In this amazing interview, we talk about the punk strategies that got Jessica known & still work today, how to get opportunities that grow your brand, the two reasons artists share their work publicly, how consistent marketing compounds over time, why you need to keep going and commit to your work long-term, and so much more.

Hey Jessica, welcome to the podcast.

I'm really excited to be here. Thank you for having me.

Thank you for joining me. When the podcast began, the people who are listening would have heard a little bit about what you do right now, but I would love to kind of understand how you got to here. So do you think you have always been a creative?

I've definitely always been a creative, but in terms of getting to where I am right now, it's definitely been a long and windy road. I'm in my fifties now, so I started out in the early nineties in the pre-internet era, as an indie, underground cartoonist, self-publishing and photocopying books. I was in a band, like all that kind of stuff.

And then I did the mini comics. There was a lot of mail art, mailing stuff back and forth between different mini comics artists at the time. So that was a big thing. And then I had my first website in 98, because I was leaving the country. I was moving to Mexico City and I was like, I need something here. And so I created a website at that point. And it's actually pretty stylish, like, you know, going the way back machine, it's like pretty cool. But it has a very punk energy, very in your face, snotty. I was in my late twenties at that point.

Jessica's first website, Artbabe.com. Image via jessicaabel.com

And my comic book by then was being published by Fantagraphics, which is a major underground comics publisher. It's called Art Babe. So it was artbabe.com and it had that kind of energy to it.

I mentioned to you right before we went on when started recording that, I actually wrote a long blog post about this a while ago when I fairly recently had a rebrand on my website. And I went back and got screen grabs of all my different websites over the years. Which I'm sure we can share in the show notes, but there was something that happened around I wanna say 2003 or something. I stopped wanting to be that brash punk rock person and as an artist.

I was working on a book that became La Perdida, which is a graphic novel. It deals with much bigger, heavy issues. And I just felt really out of alignment with the whole, I'm this cool girl and doing the cool thing and all that stuff. So, I really wiped a lot of personality off my site. And it  went from a black background with really colourful icons and things and all this stuff going on to white.

I never had a blog until, I don't know, 2015 or something. I would post news. I didn't know how to be out there as an artist at that point. I really went through a long period then of not really knowing where I fit exactly.

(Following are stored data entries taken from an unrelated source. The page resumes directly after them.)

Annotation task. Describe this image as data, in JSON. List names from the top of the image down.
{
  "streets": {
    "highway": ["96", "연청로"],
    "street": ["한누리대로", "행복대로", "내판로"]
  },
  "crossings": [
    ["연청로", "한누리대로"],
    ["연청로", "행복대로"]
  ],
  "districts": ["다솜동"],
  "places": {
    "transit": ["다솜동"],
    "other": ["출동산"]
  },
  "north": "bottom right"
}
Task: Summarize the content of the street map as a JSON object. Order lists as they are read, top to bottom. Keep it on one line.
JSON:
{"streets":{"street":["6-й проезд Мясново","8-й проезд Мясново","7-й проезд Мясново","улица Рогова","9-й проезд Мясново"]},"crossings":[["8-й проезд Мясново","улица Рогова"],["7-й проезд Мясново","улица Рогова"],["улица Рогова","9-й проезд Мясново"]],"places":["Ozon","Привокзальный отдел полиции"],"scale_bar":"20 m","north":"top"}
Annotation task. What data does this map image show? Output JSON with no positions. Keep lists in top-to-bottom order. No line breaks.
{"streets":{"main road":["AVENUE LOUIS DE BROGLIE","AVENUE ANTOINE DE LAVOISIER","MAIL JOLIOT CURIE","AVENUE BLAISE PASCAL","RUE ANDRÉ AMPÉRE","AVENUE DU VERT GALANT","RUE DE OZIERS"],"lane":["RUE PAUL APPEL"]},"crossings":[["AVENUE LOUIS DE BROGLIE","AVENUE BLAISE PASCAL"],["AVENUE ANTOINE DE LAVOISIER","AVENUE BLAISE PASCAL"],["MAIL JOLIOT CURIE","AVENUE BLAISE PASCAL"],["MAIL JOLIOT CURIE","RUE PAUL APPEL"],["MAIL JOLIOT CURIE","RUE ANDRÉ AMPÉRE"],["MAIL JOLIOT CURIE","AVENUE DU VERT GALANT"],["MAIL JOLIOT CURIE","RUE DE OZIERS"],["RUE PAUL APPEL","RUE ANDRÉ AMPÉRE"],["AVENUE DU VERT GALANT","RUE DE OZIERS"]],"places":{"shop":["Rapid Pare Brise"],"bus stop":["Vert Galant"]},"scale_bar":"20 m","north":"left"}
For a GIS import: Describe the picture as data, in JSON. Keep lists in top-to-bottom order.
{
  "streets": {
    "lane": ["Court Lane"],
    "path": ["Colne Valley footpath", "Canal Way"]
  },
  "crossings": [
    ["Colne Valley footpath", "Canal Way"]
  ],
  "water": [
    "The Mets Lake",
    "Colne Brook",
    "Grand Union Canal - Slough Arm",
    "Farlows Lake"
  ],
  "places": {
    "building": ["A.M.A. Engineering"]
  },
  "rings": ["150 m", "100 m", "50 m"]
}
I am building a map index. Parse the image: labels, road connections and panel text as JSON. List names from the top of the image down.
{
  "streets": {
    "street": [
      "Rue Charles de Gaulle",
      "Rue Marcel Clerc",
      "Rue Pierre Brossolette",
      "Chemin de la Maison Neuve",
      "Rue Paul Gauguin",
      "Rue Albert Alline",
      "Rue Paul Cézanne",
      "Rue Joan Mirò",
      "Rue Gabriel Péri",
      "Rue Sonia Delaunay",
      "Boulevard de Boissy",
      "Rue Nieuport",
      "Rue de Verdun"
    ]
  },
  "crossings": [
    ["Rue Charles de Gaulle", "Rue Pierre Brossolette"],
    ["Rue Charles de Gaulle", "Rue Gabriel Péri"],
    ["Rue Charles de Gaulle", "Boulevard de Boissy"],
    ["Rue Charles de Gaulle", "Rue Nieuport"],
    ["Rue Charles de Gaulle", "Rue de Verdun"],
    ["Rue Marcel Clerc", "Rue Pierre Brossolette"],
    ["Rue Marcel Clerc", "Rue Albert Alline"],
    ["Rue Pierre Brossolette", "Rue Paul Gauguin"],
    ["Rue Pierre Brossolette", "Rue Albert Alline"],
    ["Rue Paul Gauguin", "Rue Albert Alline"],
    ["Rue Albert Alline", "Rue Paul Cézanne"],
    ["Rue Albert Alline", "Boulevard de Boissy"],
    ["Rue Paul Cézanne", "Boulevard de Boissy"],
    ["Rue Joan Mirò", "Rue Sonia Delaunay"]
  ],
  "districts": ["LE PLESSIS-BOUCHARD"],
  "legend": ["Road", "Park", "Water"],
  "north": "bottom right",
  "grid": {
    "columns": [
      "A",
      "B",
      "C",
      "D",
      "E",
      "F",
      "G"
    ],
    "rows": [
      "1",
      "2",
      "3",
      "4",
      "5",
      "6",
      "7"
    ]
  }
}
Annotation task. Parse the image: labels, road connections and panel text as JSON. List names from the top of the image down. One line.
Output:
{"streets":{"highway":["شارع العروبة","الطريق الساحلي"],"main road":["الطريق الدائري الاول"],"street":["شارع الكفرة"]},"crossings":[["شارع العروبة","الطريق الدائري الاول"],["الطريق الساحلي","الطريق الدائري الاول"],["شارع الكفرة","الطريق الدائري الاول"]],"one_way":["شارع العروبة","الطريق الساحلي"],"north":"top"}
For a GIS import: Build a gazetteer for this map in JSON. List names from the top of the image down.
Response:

Really from sort of the mid two thousands to around 2014 or something. And yeah, it got weird for a while. And then I came back with another book Out On The Wire and designed a site that was really around storytelling. Out On the Wire is a non-fiction comic that's about storytelling techniques drawing on podcasting. So narrative podcasting like This American Life and Radiolab and Planet Money, whatever. The drawings that I used in that book, which are often of me, cause I'm a character in the book doing interviews and stuff, I used those and I felt like I had a way to be the face of my site and my brand again, in a way that I sort of lost in the middle there.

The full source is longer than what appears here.